==== Exercise inputs
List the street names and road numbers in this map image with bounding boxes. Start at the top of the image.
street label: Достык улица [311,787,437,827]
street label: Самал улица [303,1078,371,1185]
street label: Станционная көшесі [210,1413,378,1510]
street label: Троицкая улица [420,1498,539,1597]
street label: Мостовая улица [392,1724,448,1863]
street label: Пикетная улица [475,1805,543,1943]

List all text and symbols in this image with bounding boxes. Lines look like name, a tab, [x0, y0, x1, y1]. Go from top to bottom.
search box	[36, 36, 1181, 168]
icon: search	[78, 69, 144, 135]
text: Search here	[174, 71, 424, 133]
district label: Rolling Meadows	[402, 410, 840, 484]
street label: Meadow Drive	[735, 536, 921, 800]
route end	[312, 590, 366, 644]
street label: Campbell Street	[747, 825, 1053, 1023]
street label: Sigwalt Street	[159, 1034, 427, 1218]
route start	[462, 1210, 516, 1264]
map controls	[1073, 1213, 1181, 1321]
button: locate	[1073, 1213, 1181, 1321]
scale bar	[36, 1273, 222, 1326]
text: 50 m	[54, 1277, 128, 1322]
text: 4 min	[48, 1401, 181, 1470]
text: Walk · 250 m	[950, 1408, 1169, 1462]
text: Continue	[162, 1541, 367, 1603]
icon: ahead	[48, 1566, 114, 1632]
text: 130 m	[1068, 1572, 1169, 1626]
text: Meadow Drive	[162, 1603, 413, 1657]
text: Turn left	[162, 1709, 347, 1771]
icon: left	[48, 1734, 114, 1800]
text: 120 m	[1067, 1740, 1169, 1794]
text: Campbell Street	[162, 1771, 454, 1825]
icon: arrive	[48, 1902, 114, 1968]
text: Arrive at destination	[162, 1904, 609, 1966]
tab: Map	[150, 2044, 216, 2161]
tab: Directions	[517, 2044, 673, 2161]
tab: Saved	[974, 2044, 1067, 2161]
========
**Task statement**
Copy out the records above exactly.

**Exercise result**
List the street names and road numbers in this map image with bounding boxes. Start at the top of the image.
street label: Достык улица [311,787,437,827]
street label: Самал улица [303,1078,371,1185]
street label: Станционная көшесі [210,1413,378,1510]
street label: Троицкая улица [420,1498,539,1597]
street label: Мостовая улица [392,1724,448,1863]
street label: Пикетная улица [475,1805,543,1943]

List all text and symbols in this image with bounding boxes. Lines look like name, a tab, [x0, y0, x1, y1]. Go from top to bottom.
search box	[36, 36, 1181, 168]
icon: search	[78, 69, 144, 135]
text: Search here	[174, 71, 424, 133]
district label: Rolling Meadows	[402, 410, 840, 484]
street label: Meadow Drive	[735, 536, 921, 800]
route end	[312, 590, 366, 644]
street label: Campbell Street	[747, 825, 1053, 1023]
street label: Sigwalt Street	[159, 1034, 427, 1218]
route start	[462, 1210, 516, 1264]
map controls	[1073, 1213, 1181, 1321]
button: locate	[1073, 1213, 1181, 1321]
scale bar	[36, 1273, 222, 1326]
text: 50 m	[54, 1277, 128, 1322]
text: 4 min	[48, 1401, 181, 1470]
text: Walk · 250 m	[950, 1408, 1169, 1462]
text: Continue	[162, 1541, 367, 1603]
icon: ahead	[48, 1566, 114, 1632]
text: 130 m	[1068, 1572, 1169, 1626]
text: Meadow Drive	[162, 1603, 413, 1657]
text: Turn left	[162, 1709, 347, 1771]
icon: left	[48, 1734, 114, 1800]
text: 120 m	[1067, 1740, 1169, 1794]
text: Campbell Street	[162, 1771, 454, 1825]
icon: arrive	[48, 1902, 114, 1968]
text: Arrive at destination	[162, 1904, 609, 1966]
tab: Map	[150, 2044, 216, 2161]
tab: Directions	[517, 2044, 673, 2161]
tab: Saved	[974, 2044, 1067, 2161]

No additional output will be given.